Have a look at these 3D graphs I’ve been working with. They show us nice and simply that the amount of roads in a boundary, depend on the land area of that boundary and on the population within the boundary. Kinda straight forward and what you might expect, but its good to get some concrete results.

Now onwards and upwards I plan to use these results to predict how many roads there should be within any boundary on OpenStreetMap and then compare that results to how many there actually are on OSM. If any one has any simpler ideas on measuring completeness, then let me know!





Some hypotheses that may help to measure how complete OpenStreetMap is

25 06 2008

These hypotheses below will hopefully help in measuring the completeness of OpenStreetMap. If anyone has any other ideas or comments please do let me know.
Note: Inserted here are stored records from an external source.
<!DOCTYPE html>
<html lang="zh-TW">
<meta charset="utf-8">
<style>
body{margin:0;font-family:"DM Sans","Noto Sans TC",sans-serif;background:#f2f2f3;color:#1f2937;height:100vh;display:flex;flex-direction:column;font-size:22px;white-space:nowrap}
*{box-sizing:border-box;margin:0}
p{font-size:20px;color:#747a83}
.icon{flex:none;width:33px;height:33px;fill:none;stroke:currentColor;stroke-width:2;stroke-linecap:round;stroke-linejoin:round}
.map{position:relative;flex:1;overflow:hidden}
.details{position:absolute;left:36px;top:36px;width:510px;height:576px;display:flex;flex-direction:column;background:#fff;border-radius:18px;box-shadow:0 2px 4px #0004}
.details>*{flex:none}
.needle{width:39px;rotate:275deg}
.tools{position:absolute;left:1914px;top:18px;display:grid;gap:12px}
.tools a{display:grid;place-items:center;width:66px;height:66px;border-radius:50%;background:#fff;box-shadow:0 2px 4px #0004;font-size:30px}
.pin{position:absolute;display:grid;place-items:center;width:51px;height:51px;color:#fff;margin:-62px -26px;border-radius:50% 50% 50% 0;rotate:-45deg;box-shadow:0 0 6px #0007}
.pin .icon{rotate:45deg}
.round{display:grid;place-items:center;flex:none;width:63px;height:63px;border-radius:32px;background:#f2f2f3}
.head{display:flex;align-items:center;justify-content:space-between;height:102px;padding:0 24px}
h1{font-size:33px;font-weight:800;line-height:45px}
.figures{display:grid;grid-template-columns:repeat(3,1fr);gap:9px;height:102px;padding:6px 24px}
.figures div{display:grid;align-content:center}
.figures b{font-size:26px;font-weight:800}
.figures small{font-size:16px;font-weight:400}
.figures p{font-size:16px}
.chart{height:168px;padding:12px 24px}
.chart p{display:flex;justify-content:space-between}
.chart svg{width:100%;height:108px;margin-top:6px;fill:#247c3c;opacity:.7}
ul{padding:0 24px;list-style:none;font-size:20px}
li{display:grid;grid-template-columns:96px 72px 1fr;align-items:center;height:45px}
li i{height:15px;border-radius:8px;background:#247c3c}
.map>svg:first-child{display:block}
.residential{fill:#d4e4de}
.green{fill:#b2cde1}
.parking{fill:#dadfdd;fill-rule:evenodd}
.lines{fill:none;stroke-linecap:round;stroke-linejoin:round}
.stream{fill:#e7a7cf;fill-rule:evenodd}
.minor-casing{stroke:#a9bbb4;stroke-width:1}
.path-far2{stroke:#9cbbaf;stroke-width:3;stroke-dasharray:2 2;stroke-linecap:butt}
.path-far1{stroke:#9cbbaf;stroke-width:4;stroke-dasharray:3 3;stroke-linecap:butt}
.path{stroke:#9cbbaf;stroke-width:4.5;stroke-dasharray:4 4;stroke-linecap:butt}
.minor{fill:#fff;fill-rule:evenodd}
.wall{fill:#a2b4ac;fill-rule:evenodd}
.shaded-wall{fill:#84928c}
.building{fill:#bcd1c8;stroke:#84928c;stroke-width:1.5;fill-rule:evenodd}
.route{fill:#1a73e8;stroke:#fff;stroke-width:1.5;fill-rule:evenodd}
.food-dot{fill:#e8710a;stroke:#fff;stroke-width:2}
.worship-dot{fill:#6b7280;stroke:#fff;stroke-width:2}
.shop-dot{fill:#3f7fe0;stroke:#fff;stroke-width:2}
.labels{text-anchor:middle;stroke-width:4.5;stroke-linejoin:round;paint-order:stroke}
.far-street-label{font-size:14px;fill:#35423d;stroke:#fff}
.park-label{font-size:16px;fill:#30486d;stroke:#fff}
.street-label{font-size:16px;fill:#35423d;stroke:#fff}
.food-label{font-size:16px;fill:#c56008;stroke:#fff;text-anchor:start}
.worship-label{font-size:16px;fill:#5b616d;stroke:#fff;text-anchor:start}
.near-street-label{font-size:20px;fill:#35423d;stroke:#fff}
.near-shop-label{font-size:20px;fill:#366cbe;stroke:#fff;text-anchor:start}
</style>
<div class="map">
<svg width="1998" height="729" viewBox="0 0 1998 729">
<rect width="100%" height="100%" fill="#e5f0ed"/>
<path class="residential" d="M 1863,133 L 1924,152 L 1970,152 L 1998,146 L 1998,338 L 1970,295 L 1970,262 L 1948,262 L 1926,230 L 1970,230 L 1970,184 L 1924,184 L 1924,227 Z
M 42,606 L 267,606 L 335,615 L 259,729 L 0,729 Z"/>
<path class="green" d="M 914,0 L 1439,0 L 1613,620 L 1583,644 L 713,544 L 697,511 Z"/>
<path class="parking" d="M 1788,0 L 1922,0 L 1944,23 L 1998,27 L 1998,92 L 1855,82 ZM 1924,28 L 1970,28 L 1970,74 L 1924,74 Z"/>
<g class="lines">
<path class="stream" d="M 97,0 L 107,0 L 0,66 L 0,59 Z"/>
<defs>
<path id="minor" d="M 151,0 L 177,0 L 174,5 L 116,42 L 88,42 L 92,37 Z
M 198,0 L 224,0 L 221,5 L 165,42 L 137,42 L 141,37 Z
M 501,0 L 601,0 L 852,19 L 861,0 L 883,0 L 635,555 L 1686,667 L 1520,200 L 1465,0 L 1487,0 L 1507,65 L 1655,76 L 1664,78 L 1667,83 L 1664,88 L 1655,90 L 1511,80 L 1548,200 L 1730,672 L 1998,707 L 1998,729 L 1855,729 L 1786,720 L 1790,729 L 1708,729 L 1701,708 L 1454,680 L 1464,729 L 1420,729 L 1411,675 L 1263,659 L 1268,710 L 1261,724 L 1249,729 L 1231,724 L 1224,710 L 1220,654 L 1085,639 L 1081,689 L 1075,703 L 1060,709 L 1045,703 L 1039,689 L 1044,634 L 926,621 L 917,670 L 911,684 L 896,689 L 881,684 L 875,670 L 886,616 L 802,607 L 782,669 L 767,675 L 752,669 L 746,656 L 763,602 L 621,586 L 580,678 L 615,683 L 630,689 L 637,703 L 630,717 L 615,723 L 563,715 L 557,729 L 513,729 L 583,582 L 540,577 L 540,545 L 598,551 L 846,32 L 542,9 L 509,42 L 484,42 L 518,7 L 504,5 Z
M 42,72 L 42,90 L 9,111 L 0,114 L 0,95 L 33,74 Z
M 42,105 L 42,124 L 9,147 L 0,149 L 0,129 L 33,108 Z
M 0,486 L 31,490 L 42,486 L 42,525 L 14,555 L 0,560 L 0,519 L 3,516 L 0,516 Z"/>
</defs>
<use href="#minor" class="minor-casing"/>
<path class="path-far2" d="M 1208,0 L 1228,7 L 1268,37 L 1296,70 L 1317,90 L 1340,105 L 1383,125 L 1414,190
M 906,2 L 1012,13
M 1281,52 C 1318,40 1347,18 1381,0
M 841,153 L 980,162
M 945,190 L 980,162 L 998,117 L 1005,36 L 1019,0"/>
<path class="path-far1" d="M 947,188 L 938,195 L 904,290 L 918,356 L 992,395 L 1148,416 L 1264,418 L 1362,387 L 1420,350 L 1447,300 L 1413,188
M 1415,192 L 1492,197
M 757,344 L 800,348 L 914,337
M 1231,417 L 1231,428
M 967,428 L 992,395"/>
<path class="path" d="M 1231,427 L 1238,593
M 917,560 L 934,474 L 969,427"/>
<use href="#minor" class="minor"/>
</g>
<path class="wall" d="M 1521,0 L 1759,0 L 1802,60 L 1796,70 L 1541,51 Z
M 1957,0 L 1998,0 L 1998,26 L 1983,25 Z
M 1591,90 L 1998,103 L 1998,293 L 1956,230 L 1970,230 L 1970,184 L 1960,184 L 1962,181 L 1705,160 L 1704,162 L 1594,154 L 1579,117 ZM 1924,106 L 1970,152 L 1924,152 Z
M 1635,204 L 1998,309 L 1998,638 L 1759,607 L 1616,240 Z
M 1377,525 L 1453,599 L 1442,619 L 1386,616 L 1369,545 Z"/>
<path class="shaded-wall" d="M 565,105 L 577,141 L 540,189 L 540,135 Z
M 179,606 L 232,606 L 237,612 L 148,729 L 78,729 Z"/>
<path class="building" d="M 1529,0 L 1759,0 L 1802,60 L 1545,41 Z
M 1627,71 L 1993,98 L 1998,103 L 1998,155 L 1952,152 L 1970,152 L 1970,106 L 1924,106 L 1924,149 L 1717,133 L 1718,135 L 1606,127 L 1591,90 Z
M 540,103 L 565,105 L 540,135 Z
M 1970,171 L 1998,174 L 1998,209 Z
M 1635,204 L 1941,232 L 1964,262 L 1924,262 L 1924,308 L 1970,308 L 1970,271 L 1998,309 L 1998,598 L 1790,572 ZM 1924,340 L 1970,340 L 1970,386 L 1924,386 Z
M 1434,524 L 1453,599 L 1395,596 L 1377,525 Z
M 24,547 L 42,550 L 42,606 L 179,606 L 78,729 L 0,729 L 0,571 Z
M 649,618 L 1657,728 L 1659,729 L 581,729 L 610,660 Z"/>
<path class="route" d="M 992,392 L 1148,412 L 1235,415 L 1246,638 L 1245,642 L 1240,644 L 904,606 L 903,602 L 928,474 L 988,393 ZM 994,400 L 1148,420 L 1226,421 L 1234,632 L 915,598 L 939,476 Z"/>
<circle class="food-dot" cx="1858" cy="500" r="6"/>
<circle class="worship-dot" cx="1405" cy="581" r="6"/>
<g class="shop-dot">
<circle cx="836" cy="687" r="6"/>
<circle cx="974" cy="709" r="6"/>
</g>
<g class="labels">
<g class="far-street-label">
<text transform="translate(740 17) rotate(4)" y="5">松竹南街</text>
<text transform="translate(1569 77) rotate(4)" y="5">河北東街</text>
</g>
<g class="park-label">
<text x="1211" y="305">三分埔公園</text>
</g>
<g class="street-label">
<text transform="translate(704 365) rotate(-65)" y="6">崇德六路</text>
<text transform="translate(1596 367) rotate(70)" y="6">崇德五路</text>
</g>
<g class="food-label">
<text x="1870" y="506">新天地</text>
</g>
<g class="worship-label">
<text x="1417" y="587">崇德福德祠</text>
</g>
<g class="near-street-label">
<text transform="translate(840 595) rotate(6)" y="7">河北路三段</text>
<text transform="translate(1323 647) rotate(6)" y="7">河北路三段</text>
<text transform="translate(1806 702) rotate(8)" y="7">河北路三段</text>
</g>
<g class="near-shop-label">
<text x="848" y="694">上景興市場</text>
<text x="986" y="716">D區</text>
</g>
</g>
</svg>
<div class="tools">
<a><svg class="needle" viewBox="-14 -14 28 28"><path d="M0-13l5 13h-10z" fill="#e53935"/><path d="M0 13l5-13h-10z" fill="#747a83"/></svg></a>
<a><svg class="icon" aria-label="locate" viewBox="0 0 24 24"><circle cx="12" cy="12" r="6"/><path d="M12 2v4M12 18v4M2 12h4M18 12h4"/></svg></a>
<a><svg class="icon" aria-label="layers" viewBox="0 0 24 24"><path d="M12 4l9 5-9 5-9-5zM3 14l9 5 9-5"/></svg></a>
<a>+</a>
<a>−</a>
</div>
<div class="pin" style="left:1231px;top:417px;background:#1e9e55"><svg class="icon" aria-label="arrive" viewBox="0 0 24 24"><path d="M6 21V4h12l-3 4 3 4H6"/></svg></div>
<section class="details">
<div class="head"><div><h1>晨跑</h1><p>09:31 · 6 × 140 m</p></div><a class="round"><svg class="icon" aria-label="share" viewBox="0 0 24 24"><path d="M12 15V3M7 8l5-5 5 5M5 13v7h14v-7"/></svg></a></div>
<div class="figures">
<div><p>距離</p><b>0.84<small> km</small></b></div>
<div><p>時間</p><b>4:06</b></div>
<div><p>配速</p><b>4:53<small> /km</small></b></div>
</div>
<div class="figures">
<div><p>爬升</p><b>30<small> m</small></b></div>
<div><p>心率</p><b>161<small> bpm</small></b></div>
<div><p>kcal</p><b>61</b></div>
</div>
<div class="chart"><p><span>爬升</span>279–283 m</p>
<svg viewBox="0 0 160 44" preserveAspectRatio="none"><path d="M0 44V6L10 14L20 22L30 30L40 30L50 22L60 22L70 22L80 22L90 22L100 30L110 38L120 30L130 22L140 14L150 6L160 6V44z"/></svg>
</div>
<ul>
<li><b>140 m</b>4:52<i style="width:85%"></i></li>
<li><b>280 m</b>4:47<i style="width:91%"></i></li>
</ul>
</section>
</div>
  • A complete map will have all of the roads in an area, but we cannot obtain stats on the amount of road in every area we may wish to test in OpenStreetMap. So an accurate way to predict the length of road in any area would be useful. My hypothesis is that the length of road in a given area is dependent upon population density. That is to say I expect that urban areas will have less road per person than rural areas.
  • For areas where OSM has aerial imagery I would like to compare the complexity (ie file size) of the Yahoo! jpeg and the corresponding OSM tiles. The hypothesis is that areas with very small aerial jpeg files (because they are simply one colour like the sea or vast expanses of desert) will have few if any entries on OSM, whereas areas with large file sizes (cities) will have a large density of nodes and ways in OSM and therefore large tile size. I do not have the technical knowledge to test this so any help would be great.
  • Another hypothesis is that more complete areas of OSM will have a higher level of edit activity. If no-one has ever edited an area then it may be unlikely that the map is complete there, obviously however there may just be nothing there, so this test could be used in conjunction with the Yahoo! Imagery test stated before. If we could produce some sort of heat map showing which areas are edited most frequently and monitor it over time this could certainly show us some interesting trends.
  • This is an attempt to solve the problem of missing roads. I would think it unlikely that there would a road which is completely cut off from others, or that there would be an entire settlement of roads not connected to rest of the country’s road network (as in the Madiera example shown below again). The hypothesis is that every road is connected to at least one other road of equal or higher classification. So if in OSM there are roads that are not, then maybe there are missing roads. This testing may require a lot of calculations and may not return that many missing roads. If some one can think of a way to do it simpy then I would very much like that input.